Здесь, конечно, возникает тема принципиального пацифизма, которая граничит уже с идеей жертвы:

древесных братств неповторимый стиль

нам мастер-класс на жестяных пирах


В деревьях много смысла, да. Я читала исследования, предполагающие в них эмоциональную жизнь (у деревьев есть аналог нервной системы – информация о ране, правда, приходит к ним куда медленней, чем к нам). О деревьях еще думать и думать.

А.Ч.: Ризоматическое дерево, дерево-тотем, как в «Нимфоманке» фон Триера... О пацифизме – в конце твоего «Пэчворка» проходит мысль, что революционное восстание против Системы почти так же порочно, как и сама Система. При этом мелькают фразы о государственниках и либералах, а в выступлении главной и, можно предположить, автобиографической героини сочувственно высказываются анархические идеи. В идеале – в государстве какого политического строя (или вообще без оного) ты хотела бы жить?

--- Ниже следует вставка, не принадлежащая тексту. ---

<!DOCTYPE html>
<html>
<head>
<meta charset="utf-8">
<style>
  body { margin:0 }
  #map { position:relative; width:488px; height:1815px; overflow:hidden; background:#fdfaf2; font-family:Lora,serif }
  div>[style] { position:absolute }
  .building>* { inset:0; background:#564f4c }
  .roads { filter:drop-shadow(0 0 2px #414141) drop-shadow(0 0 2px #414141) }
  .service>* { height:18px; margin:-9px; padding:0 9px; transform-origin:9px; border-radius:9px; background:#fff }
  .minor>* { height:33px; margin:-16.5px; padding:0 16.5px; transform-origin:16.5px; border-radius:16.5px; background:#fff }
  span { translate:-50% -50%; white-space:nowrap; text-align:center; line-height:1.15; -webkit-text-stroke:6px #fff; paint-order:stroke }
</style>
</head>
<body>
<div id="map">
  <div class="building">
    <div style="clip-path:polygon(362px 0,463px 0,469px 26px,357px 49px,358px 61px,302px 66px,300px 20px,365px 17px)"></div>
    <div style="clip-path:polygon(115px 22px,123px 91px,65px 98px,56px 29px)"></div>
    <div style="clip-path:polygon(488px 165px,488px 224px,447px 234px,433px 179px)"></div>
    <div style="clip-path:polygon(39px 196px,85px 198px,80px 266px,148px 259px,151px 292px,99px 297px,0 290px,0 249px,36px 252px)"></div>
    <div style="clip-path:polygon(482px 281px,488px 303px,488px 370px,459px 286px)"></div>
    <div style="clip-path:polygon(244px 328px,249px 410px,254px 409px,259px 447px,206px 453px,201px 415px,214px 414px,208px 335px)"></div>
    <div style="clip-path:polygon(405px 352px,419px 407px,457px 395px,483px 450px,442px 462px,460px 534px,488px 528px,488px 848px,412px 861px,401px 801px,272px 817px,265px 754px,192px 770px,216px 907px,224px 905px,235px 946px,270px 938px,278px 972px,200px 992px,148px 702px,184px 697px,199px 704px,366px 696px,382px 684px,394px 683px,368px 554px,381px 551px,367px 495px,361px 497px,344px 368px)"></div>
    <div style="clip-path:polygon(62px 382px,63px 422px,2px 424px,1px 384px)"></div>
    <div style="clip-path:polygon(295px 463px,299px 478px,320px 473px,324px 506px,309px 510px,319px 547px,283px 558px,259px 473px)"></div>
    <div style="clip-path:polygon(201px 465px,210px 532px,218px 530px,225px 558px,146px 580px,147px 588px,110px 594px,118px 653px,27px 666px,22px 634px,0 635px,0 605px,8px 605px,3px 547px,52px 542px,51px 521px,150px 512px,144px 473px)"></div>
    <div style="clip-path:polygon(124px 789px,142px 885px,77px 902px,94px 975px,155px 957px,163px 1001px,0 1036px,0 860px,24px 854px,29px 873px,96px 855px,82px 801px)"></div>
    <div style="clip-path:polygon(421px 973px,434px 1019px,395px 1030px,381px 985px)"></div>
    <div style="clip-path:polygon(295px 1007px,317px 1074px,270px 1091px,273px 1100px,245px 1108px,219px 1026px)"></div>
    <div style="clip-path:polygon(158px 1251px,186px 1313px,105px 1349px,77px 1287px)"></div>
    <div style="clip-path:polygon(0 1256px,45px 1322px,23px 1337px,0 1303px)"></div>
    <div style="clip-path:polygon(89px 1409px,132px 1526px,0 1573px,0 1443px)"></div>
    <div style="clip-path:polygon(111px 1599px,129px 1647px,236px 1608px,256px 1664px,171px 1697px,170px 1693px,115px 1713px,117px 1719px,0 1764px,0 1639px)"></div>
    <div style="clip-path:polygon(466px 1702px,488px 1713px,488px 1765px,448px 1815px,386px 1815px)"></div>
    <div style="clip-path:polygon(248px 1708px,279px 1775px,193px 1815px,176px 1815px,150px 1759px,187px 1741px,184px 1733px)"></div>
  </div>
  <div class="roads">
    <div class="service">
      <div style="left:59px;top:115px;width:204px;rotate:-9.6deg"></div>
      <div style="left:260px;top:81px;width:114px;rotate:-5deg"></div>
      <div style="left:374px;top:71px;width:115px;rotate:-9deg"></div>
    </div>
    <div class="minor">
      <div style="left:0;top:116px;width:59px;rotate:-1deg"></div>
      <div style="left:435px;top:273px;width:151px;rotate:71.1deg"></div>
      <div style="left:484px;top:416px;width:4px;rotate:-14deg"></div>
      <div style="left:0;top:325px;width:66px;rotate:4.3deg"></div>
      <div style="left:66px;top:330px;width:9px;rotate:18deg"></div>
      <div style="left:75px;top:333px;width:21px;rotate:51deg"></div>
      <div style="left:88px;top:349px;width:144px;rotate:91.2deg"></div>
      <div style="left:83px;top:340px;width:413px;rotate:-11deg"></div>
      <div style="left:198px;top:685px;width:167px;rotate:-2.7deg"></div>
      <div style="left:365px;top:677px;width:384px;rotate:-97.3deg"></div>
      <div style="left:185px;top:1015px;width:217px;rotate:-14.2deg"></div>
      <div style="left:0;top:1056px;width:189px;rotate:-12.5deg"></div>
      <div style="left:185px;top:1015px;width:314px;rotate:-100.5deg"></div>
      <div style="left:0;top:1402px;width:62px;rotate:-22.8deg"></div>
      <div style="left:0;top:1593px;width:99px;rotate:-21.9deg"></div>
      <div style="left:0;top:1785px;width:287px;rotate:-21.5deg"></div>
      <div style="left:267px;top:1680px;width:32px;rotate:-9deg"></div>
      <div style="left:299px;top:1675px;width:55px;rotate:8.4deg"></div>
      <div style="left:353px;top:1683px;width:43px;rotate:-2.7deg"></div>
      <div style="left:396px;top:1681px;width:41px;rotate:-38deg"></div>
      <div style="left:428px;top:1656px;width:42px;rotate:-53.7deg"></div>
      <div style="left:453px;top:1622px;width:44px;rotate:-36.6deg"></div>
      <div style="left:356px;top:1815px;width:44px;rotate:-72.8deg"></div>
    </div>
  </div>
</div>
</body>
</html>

И.К.: Протестное движение не порочно ни в коем случае, оно необходимо. Но, по логике моего романа (прости, мне все же удобно называть текст так) получается, что насилие вообще – это нерв и для протестущих (и уже абсолютно легализованная норма для государства). Но это получается в «Пэчворке» именно потому, что касается индивидуально – фигуры героя, который – но он не единственный – олицетворяет протест. Просто он временно – «главный» в нем (временно – потому что он «линяет», бросает своих). Именно и только этот герой (один из всех в романе) склонен к садизму – в частных отношениях, в личном. Такова правда. Так может быть (и публичные подтверждения этому даже нет смысла упоминать, какая-то информация извне только подтвердила – постфактум – логику моего «исследования»). В каком-то смысле это было и в моем опыте. Разумеется, насилие гораздо глубже, чем идея государства.

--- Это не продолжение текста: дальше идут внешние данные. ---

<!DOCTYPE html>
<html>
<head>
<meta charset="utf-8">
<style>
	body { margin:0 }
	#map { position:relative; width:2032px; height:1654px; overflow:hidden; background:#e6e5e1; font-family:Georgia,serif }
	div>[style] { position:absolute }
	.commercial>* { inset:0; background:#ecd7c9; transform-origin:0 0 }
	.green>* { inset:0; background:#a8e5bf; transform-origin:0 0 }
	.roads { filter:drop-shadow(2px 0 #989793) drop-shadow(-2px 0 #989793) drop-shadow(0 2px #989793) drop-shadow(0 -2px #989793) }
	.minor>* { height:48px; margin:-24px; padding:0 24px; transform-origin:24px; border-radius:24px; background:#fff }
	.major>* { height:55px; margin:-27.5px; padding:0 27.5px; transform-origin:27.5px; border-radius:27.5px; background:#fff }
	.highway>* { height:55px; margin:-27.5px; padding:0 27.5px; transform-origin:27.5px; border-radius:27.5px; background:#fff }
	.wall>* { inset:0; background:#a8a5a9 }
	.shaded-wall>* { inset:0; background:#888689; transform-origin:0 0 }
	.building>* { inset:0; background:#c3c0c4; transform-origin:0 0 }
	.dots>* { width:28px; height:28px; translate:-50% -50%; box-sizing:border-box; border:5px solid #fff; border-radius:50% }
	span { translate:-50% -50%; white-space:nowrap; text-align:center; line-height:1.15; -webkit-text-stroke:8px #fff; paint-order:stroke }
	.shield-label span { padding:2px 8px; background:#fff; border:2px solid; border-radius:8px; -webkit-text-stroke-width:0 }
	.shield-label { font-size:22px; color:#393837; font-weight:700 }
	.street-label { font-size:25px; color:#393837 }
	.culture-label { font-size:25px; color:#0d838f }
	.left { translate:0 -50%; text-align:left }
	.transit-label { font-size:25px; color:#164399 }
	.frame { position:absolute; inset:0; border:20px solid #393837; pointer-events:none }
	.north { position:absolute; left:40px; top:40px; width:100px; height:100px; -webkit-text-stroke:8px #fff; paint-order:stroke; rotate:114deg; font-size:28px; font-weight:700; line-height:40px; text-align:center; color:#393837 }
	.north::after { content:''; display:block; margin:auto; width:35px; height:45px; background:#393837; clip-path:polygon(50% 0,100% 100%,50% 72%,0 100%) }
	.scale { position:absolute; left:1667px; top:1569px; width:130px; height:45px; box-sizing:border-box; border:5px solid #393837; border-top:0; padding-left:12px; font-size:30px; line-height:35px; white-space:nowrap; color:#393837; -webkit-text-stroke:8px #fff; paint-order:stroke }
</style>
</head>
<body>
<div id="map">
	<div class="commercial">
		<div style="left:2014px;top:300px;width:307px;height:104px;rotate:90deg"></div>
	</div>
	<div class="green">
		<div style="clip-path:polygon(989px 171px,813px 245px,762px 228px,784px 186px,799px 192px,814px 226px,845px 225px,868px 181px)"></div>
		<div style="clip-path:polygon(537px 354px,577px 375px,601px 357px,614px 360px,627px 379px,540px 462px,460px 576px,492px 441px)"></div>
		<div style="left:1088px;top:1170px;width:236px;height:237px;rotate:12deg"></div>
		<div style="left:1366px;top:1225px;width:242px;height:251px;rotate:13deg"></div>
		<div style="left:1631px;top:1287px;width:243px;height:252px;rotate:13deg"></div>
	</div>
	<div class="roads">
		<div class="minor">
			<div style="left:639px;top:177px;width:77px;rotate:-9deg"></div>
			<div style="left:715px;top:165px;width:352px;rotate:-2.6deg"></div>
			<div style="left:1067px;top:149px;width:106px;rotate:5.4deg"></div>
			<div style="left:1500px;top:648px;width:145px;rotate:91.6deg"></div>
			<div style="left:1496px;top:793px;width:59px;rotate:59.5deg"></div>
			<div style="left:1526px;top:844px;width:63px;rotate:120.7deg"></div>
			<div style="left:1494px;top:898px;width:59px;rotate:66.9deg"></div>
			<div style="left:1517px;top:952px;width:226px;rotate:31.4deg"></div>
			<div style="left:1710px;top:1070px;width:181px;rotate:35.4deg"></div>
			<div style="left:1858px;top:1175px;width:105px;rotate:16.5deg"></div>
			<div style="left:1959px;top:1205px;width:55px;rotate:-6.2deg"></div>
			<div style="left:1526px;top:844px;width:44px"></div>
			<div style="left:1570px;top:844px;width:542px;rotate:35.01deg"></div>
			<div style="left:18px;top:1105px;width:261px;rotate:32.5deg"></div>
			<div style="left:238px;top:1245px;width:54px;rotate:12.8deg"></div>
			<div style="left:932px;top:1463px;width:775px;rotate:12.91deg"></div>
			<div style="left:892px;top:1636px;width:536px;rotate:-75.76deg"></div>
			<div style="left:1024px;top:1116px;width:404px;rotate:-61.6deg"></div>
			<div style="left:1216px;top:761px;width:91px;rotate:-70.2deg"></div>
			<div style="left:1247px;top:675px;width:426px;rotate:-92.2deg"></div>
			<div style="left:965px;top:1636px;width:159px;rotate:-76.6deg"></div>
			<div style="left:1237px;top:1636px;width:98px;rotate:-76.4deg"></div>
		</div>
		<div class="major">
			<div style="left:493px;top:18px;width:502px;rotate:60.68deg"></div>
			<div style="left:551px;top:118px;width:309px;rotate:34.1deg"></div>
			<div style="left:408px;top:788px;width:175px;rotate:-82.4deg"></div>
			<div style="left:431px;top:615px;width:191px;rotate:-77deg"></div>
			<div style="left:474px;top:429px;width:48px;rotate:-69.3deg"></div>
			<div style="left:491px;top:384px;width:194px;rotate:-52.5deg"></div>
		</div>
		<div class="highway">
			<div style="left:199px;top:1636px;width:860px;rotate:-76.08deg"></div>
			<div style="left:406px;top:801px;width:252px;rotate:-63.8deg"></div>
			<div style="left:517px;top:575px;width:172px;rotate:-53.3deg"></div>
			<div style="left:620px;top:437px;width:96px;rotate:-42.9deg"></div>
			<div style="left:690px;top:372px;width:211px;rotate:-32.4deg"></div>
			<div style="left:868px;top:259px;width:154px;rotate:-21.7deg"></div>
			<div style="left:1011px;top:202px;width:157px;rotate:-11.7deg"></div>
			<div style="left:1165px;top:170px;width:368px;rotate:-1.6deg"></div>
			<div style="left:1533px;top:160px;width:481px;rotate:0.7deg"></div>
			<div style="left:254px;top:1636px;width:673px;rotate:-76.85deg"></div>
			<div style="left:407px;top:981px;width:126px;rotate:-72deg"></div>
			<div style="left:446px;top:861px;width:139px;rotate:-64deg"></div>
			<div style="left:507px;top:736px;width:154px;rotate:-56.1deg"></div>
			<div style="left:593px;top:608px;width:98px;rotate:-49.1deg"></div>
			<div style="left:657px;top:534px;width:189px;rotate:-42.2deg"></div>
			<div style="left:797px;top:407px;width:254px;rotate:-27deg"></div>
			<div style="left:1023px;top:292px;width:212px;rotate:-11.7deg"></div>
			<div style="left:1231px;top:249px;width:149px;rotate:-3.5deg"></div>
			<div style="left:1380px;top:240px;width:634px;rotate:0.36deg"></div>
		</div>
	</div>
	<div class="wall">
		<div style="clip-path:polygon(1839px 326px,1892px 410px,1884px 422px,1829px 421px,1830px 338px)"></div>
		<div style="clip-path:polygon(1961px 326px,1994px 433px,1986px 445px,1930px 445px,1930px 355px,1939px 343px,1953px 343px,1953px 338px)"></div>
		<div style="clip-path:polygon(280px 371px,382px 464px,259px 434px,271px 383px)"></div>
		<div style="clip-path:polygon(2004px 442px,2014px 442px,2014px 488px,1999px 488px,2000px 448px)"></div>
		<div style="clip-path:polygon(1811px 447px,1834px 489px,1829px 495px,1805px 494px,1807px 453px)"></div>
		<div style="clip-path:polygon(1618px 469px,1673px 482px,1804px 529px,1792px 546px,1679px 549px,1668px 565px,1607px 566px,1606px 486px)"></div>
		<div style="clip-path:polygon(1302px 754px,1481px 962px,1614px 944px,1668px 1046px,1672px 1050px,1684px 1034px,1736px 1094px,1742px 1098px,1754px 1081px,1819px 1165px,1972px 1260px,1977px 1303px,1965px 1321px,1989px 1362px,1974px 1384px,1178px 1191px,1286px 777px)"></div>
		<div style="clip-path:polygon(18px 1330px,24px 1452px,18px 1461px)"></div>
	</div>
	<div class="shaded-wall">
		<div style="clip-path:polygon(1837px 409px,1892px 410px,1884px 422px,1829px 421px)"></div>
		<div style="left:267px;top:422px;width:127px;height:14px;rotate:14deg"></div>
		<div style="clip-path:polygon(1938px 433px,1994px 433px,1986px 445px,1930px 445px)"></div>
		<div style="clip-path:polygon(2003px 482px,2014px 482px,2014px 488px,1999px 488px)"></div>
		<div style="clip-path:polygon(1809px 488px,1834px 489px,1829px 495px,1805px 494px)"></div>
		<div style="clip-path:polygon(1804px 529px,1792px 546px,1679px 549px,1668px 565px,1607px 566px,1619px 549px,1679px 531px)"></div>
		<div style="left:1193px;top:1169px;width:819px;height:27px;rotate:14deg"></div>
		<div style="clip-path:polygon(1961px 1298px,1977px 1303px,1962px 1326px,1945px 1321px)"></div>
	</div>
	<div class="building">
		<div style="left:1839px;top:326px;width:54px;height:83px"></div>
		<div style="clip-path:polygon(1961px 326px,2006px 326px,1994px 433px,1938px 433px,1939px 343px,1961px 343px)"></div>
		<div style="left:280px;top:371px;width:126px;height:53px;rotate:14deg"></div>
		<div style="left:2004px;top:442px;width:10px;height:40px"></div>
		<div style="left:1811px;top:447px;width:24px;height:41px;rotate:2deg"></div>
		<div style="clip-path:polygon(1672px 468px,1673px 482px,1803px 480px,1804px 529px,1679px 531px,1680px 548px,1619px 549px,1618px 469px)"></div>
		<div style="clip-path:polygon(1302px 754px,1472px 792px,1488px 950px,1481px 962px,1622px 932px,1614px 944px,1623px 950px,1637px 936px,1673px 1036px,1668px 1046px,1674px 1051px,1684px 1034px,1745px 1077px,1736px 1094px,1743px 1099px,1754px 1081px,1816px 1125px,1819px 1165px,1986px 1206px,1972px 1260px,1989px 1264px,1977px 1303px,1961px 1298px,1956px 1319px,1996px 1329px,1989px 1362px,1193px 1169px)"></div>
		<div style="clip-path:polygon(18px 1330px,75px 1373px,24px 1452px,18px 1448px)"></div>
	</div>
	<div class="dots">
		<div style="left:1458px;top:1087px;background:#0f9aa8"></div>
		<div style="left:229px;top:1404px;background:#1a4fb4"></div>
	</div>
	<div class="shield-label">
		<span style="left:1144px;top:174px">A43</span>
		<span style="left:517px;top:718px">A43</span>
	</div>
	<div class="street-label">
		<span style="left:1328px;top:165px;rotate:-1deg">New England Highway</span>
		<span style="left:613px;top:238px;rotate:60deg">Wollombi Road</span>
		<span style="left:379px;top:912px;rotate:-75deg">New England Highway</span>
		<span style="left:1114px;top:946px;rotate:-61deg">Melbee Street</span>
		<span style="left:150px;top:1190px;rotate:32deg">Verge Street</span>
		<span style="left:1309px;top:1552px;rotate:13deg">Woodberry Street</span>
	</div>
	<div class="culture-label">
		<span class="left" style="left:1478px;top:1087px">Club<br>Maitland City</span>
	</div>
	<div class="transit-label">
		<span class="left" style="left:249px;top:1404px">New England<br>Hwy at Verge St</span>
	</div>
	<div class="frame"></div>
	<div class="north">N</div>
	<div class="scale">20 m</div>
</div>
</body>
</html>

А то, что государство и протест против него находятся в одной плоскости, как деревянная русская игрушка мужик и медведь, – мне кажется, это интуитивно понятно всем действительно мыслящим, будь они государственники или нет. Когда один замахнулся молоточком, другой ударил, и наоборот. Если медведю с молотком не предоставить противовеса, то он все раскурочит. Протест необходим как фактор, сдерживающий экспансию государства на человеческие территории. Но не только в этом дело. Все гораздо сложней.

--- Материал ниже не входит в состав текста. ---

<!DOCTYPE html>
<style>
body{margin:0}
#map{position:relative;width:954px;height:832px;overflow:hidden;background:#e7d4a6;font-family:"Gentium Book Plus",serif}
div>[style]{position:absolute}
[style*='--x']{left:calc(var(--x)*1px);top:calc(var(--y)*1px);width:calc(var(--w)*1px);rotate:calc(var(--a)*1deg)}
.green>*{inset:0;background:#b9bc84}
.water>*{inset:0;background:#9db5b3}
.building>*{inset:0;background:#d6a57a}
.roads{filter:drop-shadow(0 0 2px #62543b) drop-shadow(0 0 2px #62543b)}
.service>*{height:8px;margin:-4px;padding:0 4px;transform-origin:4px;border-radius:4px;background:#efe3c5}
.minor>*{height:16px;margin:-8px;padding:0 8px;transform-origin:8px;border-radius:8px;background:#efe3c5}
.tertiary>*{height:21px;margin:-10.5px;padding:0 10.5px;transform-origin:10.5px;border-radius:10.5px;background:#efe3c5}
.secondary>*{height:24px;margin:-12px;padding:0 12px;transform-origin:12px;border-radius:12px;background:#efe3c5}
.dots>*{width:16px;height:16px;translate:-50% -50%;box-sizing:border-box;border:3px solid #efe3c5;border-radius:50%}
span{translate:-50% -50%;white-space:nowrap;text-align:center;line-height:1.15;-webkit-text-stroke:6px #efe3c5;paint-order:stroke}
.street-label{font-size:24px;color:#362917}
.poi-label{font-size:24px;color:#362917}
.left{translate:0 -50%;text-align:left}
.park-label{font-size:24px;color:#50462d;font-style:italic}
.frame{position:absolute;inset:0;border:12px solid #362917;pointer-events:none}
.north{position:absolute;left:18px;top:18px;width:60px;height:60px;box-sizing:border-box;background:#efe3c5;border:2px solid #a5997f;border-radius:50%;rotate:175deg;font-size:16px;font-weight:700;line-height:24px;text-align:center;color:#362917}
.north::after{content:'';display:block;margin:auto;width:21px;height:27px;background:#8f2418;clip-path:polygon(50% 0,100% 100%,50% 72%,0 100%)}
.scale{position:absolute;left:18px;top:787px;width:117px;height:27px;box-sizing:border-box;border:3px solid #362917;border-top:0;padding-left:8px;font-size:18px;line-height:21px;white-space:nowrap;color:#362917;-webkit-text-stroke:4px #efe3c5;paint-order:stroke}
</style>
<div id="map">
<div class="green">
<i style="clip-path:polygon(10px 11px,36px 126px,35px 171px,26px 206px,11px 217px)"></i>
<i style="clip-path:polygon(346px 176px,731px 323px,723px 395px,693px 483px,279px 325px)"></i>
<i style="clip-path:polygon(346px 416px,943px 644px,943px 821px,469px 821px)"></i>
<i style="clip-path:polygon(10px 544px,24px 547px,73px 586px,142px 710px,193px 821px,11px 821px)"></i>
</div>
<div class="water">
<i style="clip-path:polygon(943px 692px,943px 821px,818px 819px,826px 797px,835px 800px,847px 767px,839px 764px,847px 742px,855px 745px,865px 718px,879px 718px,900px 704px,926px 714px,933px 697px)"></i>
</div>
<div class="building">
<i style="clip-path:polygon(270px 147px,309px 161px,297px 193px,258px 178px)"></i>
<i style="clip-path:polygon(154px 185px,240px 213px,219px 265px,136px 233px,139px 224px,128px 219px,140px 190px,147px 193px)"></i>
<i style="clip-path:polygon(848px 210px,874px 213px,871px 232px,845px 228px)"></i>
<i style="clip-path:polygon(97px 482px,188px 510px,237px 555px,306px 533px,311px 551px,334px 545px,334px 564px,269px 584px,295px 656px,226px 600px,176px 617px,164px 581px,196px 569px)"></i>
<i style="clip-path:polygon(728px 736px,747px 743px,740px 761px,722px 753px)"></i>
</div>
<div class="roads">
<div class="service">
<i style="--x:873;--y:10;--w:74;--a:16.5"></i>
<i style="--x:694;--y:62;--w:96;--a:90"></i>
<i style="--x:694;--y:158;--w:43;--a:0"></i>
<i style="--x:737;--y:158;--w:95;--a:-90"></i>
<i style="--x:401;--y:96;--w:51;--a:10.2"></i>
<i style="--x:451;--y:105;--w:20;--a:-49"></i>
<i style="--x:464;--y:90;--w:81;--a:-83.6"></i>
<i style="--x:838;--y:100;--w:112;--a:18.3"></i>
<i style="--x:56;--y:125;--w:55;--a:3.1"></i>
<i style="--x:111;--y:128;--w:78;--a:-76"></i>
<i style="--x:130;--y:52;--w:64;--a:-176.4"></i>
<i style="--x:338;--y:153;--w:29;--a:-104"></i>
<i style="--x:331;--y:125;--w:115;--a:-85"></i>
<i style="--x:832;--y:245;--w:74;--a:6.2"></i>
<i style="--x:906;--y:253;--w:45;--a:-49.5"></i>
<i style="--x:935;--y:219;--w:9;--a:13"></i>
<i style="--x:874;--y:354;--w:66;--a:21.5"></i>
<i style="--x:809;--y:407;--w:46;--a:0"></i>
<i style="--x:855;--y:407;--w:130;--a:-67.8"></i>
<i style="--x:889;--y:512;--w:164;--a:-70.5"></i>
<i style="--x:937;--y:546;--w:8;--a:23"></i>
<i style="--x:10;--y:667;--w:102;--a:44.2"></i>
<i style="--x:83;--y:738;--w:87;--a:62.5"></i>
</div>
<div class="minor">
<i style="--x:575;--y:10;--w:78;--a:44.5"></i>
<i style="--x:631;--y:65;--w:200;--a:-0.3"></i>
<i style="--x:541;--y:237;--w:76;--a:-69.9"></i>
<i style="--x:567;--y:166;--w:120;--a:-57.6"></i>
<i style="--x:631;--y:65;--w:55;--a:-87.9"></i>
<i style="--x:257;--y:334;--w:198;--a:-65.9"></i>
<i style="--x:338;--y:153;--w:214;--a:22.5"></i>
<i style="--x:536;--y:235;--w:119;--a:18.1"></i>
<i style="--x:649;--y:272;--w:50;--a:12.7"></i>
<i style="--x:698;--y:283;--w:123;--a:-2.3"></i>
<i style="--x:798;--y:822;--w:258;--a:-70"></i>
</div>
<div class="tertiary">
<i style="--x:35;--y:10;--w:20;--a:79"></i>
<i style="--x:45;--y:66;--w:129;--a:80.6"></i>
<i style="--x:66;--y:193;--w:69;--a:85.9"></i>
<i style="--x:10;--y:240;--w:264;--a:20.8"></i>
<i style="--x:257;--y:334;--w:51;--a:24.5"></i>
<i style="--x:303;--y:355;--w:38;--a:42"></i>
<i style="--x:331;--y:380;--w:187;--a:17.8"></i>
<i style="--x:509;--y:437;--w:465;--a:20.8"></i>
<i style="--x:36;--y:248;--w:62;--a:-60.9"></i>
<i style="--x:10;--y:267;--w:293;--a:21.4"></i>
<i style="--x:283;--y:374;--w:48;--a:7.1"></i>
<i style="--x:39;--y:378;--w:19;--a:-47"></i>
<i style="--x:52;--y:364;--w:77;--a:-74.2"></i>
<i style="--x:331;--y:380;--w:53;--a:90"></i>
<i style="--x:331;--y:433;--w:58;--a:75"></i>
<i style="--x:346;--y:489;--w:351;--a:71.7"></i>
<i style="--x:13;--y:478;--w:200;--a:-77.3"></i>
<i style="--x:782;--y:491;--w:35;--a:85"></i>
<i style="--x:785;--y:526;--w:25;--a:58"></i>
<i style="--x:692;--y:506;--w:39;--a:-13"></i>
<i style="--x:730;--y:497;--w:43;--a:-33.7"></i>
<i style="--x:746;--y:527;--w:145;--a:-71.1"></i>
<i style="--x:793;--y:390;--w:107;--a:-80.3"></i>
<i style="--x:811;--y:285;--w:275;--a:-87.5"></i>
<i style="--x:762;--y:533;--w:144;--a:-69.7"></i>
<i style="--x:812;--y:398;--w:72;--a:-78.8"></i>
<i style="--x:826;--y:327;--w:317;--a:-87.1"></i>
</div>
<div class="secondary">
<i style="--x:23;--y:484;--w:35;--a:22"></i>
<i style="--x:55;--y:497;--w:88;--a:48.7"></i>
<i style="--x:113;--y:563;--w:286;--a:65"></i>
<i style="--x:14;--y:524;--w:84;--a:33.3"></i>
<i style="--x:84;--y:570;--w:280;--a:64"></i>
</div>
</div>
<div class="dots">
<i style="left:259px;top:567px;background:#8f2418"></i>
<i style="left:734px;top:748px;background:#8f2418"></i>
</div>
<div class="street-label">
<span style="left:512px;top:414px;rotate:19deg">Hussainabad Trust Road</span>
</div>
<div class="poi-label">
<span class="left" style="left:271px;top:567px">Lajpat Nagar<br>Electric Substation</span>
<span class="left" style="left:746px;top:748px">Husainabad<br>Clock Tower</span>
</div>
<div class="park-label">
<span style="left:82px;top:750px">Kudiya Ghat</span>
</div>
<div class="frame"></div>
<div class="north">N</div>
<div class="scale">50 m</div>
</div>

В государстве никакого строя – прямо отвечаю тебе как «я» – не хотела бы. Я критиковала бы любое государство, вероятно, окажись я как житель в нем. Я не переношу нажим ни во взаимоотношениях частных лиц, ни тем более как политический принцип. Совсем не переношу нажим. Я не подчиняюсь и не подчиняю, никогда. Я суггестивно заражаю, убеждаю, привлекаю. У меня аллергия на идеологический дискурс. Меня тошнит, мне фонит, у меня уши вянут от фальши. Я не верю в государство – да, пожалуй. Я верю только в любящие и осмысленные усилия индивидуумов.

Но ведь мы живем сразу во всех временах. И не только в социуме (это только верхняя часть айсберга или даже пленка). Мы живем в космосе, и почему-то забываем об этом.

Поэтому я принимаю то, в чем живу здесь, – я могу защитить другого, но сама я, при всей остроте переживания, приму «здесь». Мое напряжение, мои смыслы, мой язык, мой удел – здесь и сейчас. Ощущение бесконечной глубины мгновения – вот условия для лично моего выживания. А не какой-то возможный «благоприятный» строй. Я не жду бонусов от государства. Хоть в чем-то я должна быть реалистом.

А.Ч.: То есть все-таки «убей в себе государство» и анархия, рад, что прав. Потому что сам всегда говорю, что я анархо-монархист в том смысле, что в недостижимой идиллии за анархию, на практике же она, увы, очень вряд ли невозможна, а возможна монархия, та империя духа (в спектре от Ю. Эволы до Д. Андреева), которая в пределе может поднять человека, дать ему шанс реализоваться до абсолютной свободы в Боге и боготворчества. Но вернемся из эмпирей к литературе, back to the roots. Мы упомянули фрагментарную прозу – кто здесь для тебя ориентир? И какова вообще твоя читательская диета, кого читаешь вне работы?

И.К.: Мне стыдно перед тобой, публикующим фантастические списки своего чтения, но, боже мой, как мало времени жизни у человека, зарабатывающего тяжелым редакторским трудом, как мало «свободного» зрения! В стадии завершения «Пэчворка» не читала почти ничего.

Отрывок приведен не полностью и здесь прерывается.